The matches multiplied by the quality of their score, and we constrain the

variables X I J, these binary variables that indicate whether I is mapped to J to

via the mutual exclusion constraint. That we discussed earlier.

Now, this type of problem is easily solved by using bipartite matching

problems developed in computer science theory.

And, it turns out that, in the context of graphical models.

or probabilistic inference. This type of problem has numerous

applications. So, for example, we might have, on the

one hand, say, the the red side. A set of sensor readings from a number

of, say, airplanes, that we're trying to keep track of.

And on the blue side, we might have a set, a set of airplanes or objects that

we've previously detected. And we'd like to figure out which sensor

reading corresponds to which object. Or we might have features in two

unrelated images. And we'd like to figure out, which

feature. Image one matches which feature in image

two. Or if we're trying to do some kind of

text analysis we might have a set of entities.

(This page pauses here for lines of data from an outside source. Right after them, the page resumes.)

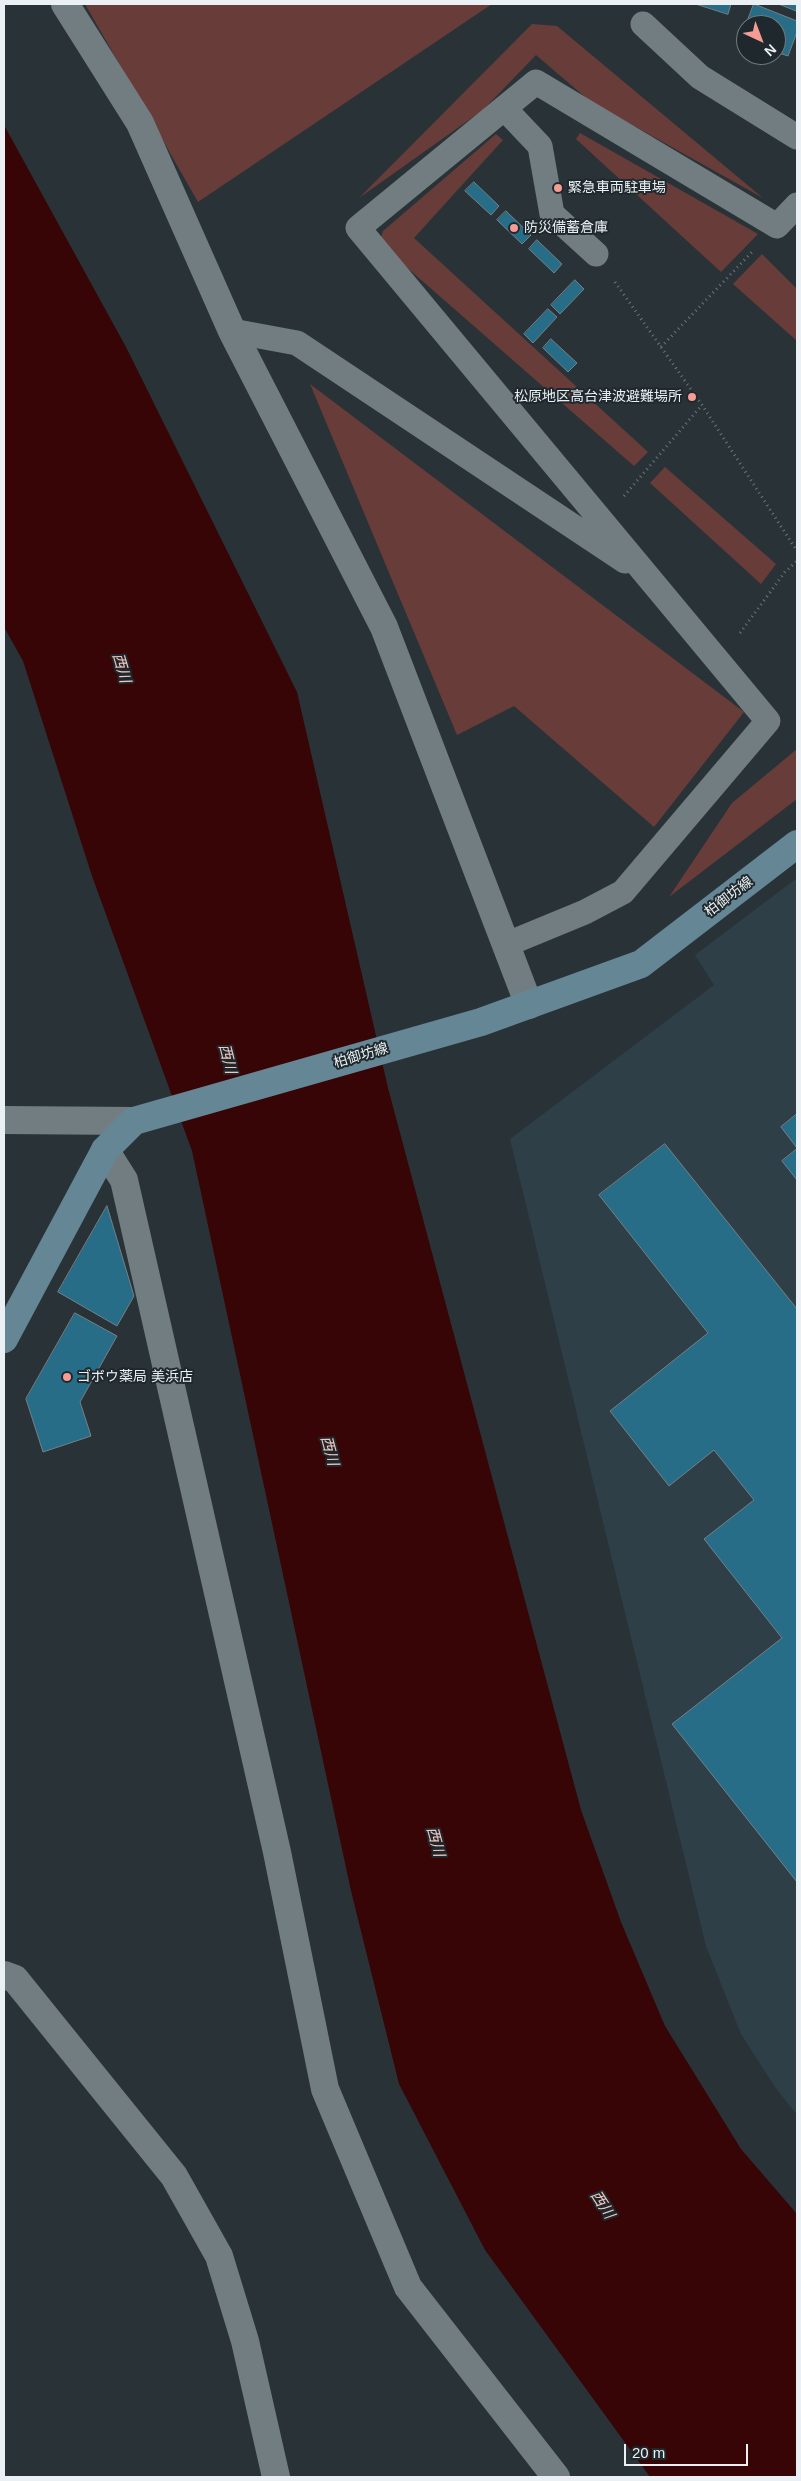 <!DOCTYPE html>
<html>
<head>
<meta charset="utf-8">
<style>
  body { margin:0 }
  #map { position:relative; width:801px; height:2481px; overflow:hidden; background:#293337; font-family:Arial,sans-serif }
  canvas { display:block }
  .frame { position:absolute; inset:0; border:5px solid #eaf0f3; pointer-events:none }
  .north { position:absolute; left:736px; top:15px; width:50px; height:50px; box-sizing:border-box; background:#1f292d; border:1px solid #70797c; border-radius:50%; rotate:137deg; font-size:14px; font-weight:700; line-height:20px; text-align:center; color:#eaf0f3 }
  .north::after { content:''; display:block; margin:auto; width:18px; height:22px; background:#f59c94; clip-path:polygon(50% 0,100% 100%,50% 72%,0 100%) }
  .scale { position:absolute; left:624px; top:2444px; width:124px; height:22px; box-sizing:border-box; border:2px solid #eaf0f3; border-top:0; padding-left:6px; font-size:15px; line-height:18px; white-space:nowrap; color:#eaf0f3; -webkit-text-stroke:4px #1f292d; paint-order:stroke }
</style>
</head>
<body>
<div id="map">
<canvas width="801" height="2481"></canvas>
<div class="frame"></div>
<div class="north">N</div>
<div class="scale">20 m</div>
</div>
<script>
const ctx = document.querySelector('canvas').getContext('2d');
ctx.lineJoin = 'round';
function paint(path, color) { ctx.fillStyle = color; ctx.fill(path, 'evenodd'); }
function trace(path, color, width, dash) { ctx.strokeStyle = color; ctx.lineWidth = width; ctx.lineCap = dash ? 'butt' : 'round'; ctx.setLineDash(dash || []); ctx.stroke(path); }
function label(font, color, halo, rows, align = 'center') {
  ctx.font = font + ' Arial,"Noto Sans JP",sans-serif'; ctx.lineWidth = 4; ctx.setLineDash([]); ctx.textBaseline = 'middle'; ctx.strokeStyle = halo; ctx.fillStyle = color; for (const [text, x, y, turn = 0] of rows) {
    ctx.save(); ctx.translate(x, y); ctx.rotate((+turn || 0) * Math.PI / 180); ctx.textAlign = isNaN(turn) ? turn : align; if (halo) ctx.strokeText(text, 0, 0); ctx.fillText(text, 0, 0); ctx.restore();
  }
}
const built = new Path2D(`
  M797 878V2115L775 2087 741 2034 706 1946 510 1139 714 985 695 955Z`);
const green = new Path2D(`
  M85 4H492L198 202Z
  M532 24 557 26 763 198 591 102 536 55 483 110 359 198Z
  M580 133 758 234 721 272 576 139Z
  M496 134 503 140 414 238 648 452 634 466 396 258 380 240 383 231Z
  M762 254 797 289V341L733 284Z
  M310 384 744 712 654 827 514 706 457 735Z
  M665 467 776 564 761 584 650 483Z
  M797 749V799L669 897 732 803Z`);
const water = new Path2D(`
  M4 125 126 347 297 692 388 1088 581 1810 621 1922 665 2026 741 2149 797 2214V2477H650L485 2250 399 2084 351 1891 192 1151 92 876 23 661 4 627Z`);
const building = new Path2D(`
  M696 4H731L728 14Z
  M754 4 797 21V32L788 56 776 52V25H746Z
  M779 4H797V11Z
  M746 25V40L741 38Z
  M474 182 499 206 491 215 465 191Z
  M506 211 531 235 522 244 497 220Z
  M537 240 562 264 554 273 529 249Z
  M575 280 584 289 560 314 551 305Z
  M548 309 557 317 533 343 524 334Z
  M551 339 577 363 568 372 543 348Z
  M797 1114V1148L781 1127Z
  M665 1144 797 1309V1882L672 1724 782 1638 704 1539 754 1500 714 1450 669 1486 610 1411 708 1333 599 1195Z
  M797 1149V1180L782 1161Z
  M107 1206 134 1296 117 1326 58 1292Z
  M75 1313 117 1336 80 1402 91 1436 43 1452 26 1399Z`);
const path = new Path2D(`
  M615 282 702 405 797 551
  M661 347 752 252
  M624 496 702 405
  M740 633 785 572 797 561`);
const service = new Path2D(`
  M643 24 700 77 797 137
  M504 108 540 146 552 214 596 254
  M232 331 297 343 625 561
  M505 945 585 912 623 892 768 721 358 228 536 82 777 226 797 205`);
const minor = new Path2D(`
  M65 4 140 123 232 331 384 627 529 1005
  M4 1120 134 1121
  M105 1150 124 1180 277 1852 325 2089 408 2287 556 2477
  M4 1975 15 1979 174 2176 219 2256 245 2341 276 2477`);
const secondary = new Path2D(`
  M4 1339 105 1150 134 1121 481 1022 641 964 797 844`);
const markers = [
  [558,188,5,"#f59c94"],
  [514,228,5,"#f59c94"],
  [692,397,5,"#f59c94"],
  [67,1377,5,"#f59c94"]
];
const poiNames = [
  ["緊急車両駐車場",568,188],
  ["防災備蓄倉庫",524,228],
  ["松原地区高台津波避難場所",682,397,"right"],
  ["ゴボウ薬局 美浜店",77,1377]
];
const streetNames = [
  ["柏御坊線",729,897,-37],
  ["柏御坊線",361,1056,-16]
];
const waterNames = [
  ["西川",121,668,74],
  ["西川",227,1059,76],
  ["西川",329,1451,75],
  ["西川",435,1842,75],
  ["西川",602,2205,57]
];
paint(built, '#2e3f47');
paint(green, '#683c38');
paint(water, '#380506');
paint(building, '#286d87');
trace(building, '#758086', 1);
trace(path, '#6d7679', 3, [1, 4]);
trace(service, '#727d82', 25);
trace(minor, '#727d82', 28);
trace(secondary, '#658795', 28);
for (const [x, y, r, color] of markers) { const dot = new Path2D(); dot.arc(x, y, r, 0, 2 * Math.PI); ctx.fillStyle = color; ctx.fill(dot); trace(dot, '#1f292d', 2); }
label('14px', '#eaf0f3', '#1f292d', poiNames, 'left');
label('14px', '#eaf0f3', '#1f292d', streetNames);
label('italic 15px', '#f3c6c1', '#1f292d', waterNames);
</script>
</body>
</html>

Say people or organizations that we're trying to reason about, or learn

something about. And we're trying to match mentions in the

text to those entities. Subjects in the constraint that each

mention correspond to exactly one entity. So lets look at one example application

of this which corresponds to one of the examples that we showed on the

[INAUDIBLE], mentioned on the previous slide which is that of 3D cell

reconstruction. In this case we have over here a cell

that we are trying to assess with 3D structure and we are looking at various

slices through that cell taken from different angles via microscope.

And so these are various two dimensional projections of the 3D object and we are

trying to figure out from that three dimensional structure.

Now within the cell we might have these little tiny gold beads that were put into

the cell so that we can somehow register the different images of the cell to each

other. So, here these are examples of two such

real images and these are the little gold beads you can see them in the little

circles and what we would like to do is we would like to.

Decide that this beat over here is the same as that beat over there.

And once we have that correspondence, we can then compute the 3D reconstruction

using some volumetric reconstruction algorithms.

And in this case the matching weights; those data IJ's that we saw on the

previous slide, cor, represent the similarity between this position.

I mean this dot and this dot. In terms of the location, in the image.

And in terms of the neighborhood appearance in in the vicinity of that

point. A very different application for what is

effectively the same kind of idea is if we have a 3-D mesh scan of a, of an

object such as a human being. And we'd like to figure out how points on

this mesh match up to points on a somewhat related but different mesh.

Whether it's different pose or different shape.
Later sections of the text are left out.